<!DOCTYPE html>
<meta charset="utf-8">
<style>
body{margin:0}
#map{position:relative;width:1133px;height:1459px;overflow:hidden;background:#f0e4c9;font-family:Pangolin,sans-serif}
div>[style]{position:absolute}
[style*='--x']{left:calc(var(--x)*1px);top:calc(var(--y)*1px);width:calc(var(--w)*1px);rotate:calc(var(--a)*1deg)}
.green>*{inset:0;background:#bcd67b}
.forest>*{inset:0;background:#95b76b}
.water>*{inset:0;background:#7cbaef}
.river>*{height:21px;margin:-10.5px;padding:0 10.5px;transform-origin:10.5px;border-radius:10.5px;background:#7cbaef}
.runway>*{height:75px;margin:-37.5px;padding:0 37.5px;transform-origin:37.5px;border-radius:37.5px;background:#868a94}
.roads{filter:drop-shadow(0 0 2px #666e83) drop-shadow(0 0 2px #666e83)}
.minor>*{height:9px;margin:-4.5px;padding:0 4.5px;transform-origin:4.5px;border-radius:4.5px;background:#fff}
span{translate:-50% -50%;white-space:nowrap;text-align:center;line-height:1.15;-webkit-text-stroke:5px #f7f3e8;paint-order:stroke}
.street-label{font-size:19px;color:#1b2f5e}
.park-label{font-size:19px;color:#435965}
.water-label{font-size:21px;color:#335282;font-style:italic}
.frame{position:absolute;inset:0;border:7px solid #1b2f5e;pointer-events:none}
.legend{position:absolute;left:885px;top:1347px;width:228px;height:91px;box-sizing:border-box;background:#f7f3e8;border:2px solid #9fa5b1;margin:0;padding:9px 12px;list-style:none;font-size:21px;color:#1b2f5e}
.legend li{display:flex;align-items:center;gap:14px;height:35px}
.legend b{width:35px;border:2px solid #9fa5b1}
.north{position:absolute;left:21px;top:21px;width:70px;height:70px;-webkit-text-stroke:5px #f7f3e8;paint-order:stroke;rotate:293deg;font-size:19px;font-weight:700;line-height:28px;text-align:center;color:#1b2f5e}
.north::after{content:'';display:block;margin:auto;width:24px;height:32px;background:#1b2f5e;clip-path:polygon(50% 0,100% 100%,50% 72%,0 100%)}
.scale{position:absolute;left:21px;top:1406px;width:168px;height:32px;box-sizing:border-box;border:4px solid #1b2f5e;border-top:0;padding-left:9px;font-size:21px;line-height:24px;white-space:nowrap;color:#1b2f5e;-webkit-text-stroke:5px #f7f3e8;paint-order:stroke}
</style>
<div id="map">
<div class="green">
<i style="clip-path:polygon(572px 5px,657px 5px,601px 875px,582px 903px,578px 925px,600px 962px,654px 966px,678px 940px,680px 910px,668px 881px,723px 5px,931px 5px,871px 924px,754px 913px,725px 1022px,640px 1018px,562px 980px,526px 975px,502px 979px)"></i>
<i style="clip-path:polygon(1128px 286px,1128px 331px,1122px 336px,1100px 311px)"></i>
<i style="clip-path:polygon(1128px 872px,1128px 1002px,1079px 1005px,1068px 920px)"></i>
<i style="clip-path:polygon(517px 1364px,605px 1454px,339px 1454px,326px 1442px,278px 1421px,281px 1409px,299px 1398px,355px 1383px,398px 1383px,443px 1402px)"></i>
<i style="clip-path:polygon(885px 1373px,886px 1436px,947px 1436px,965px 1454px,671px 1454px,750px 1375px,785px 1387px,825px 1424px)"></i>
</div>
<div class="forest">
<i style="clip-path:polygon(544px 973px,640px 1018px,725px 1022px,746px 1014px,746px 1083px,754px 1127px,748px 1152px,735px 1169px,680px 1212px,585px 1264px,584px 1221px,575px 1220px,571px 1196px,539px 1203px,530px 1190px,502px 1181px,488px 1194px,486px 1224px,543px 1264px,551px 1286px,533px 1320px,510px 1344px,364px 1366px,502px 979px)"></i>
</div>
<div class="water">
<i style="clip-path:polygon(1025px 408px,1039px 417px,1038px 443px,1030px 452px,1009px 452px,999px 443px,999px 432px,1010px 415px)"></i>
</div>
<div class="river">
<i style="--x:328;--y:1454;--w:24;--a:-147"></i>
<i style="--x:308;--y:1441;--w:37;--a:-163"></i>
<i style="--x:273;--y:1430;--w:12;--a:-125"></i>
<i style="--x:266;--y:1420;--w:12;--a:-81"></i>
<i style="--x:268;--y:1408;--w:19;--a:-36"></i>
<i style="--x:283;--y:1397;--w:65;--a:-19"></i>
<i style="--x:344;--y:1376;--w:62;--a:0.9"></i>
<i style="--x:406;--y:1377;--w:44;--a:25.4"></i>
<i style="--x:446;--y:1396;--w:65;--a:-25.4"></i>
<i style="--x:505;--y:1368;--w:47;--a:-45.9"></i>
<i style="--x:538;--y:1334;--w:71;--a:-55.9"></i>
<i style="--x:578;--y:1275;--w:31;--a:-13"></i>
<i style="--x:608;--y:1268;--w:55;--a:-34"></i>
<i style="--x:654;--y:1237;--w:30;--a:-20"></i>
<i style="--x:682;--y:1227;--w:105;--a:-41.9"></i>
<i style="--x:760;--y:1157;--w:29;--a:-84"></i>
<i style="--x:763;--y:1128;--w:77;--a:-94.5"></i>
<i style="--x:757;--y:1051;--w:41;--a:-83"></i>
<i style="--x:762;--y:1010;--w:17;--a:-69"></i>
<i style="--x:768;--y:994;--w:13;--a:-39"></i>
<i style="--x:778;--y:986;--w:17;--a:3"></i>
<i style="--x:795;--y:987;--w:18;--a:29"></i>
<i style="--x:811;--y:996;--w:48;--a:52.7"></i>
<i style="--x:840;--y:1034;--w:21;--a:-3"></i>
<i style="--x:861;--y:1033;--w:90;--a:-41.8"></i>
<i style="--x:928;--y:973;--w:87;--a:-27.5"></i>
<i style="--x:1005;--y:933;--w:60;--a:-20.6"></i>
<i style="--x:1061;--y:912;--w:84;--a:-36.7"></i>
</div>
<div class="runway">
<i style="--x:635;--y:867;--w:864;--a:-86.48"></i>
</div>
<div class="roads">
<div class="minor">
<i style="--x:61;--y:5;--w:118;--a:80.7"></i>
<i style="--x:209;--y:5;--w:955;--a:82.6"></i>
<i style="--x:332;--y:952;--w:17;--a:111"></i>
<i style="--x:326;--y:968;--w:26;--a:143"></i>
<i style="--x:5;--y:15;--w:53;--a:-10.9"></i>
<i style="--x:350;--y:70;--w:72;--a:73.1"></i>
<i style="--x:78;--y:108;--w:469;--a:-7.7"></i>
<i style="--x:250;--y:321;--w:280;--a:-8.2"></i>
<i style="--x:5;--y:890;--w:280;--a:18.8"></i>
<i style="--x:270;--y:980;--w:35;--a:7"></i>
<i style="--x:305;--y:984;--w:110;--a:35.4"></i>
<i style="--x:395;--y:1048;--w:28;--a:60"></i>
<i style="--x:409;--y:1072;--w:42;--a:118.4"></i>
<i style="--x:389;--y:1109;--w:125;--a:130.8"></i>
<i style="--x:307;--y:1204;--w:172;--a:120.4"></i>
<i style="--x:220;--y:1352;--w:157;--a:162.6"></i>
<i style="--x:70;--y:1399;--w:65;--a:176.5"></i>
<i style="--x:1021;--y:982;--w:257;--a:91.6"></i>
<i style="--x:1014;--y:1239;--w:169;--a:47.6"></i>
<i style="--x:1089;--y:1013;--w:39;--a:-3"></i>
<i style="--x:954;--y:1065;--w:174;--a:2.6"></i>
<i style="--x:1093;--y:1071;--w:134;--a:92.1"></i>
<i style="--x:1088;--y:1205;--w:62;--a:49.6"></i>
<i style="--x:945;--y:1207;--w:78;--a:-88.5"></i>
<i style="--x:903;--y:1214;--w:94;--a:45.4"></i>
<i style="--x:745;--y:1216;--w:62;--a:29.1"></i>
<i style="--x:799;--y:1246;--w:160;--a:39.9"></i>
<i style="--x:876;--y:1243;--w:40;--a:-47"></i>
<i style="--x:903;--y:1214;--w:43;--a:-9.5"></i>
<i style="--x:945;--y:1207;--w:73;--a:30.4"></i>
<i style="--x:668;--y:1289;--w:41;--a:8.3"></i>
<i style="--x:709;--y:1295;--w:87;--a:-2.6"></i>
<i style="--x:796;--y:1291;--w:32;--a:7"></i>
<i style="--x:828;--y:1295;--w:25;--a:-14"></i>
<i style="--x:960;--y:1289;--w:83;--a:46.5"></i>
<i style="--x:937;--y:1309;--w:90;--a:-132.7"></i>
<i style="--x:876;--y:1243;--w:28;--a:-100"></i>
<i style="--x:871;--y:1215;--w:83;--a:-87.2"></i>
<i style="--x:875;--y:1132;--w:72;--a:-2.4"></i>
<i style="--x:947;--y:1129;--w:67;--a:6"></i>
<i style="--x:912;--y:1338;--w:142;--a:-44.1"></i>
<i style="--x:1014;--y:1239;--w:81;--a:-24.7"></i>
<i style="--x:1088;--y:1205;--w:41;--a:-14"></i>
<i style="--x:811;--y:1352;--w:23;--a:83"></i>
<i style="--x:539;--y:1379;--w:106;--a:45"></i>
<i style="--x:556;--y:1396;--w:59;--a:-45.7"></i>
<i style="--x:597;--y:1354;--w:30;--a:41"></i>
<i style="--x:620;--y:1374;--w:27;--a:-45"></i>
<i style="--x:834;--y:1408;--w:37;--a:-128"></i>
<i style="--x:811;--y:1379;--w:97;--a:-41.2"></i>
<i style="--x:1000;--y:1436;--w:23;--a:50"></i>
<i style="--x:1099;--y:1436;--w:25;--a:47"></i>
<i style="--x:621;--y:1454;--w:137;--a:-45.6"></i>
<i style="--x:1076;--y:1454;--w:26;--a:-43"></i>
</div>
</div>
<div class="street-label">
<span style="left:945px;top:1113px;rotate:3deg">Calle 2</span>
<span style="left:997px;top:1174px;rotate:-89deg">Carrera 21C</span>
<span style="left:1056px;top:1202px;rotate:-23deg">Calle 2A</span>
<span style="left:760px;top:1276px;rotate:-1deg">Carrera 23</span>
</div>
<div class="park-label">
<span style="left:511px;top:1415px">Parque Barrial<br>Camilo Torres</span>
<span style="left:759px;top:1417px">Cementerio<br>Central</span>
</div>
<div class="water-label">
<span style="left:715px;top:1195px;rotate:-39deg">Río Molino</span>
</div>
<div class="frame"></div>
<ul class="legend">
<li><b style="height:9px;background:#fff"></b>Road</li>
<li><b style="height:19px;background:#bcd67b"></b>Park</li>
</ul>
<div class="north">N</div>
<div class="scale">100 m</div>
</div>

> **ASSIGNMENT**
Return each line from the records that includes the word "river".

> **ANSWER TO THE EXERCISE**
.river>*{height:21px;margin:-10.5px;padding:0 10.5px;transform-origin:10.5px;border-radius:10.5px;background:#7cbaef}
<div class="river">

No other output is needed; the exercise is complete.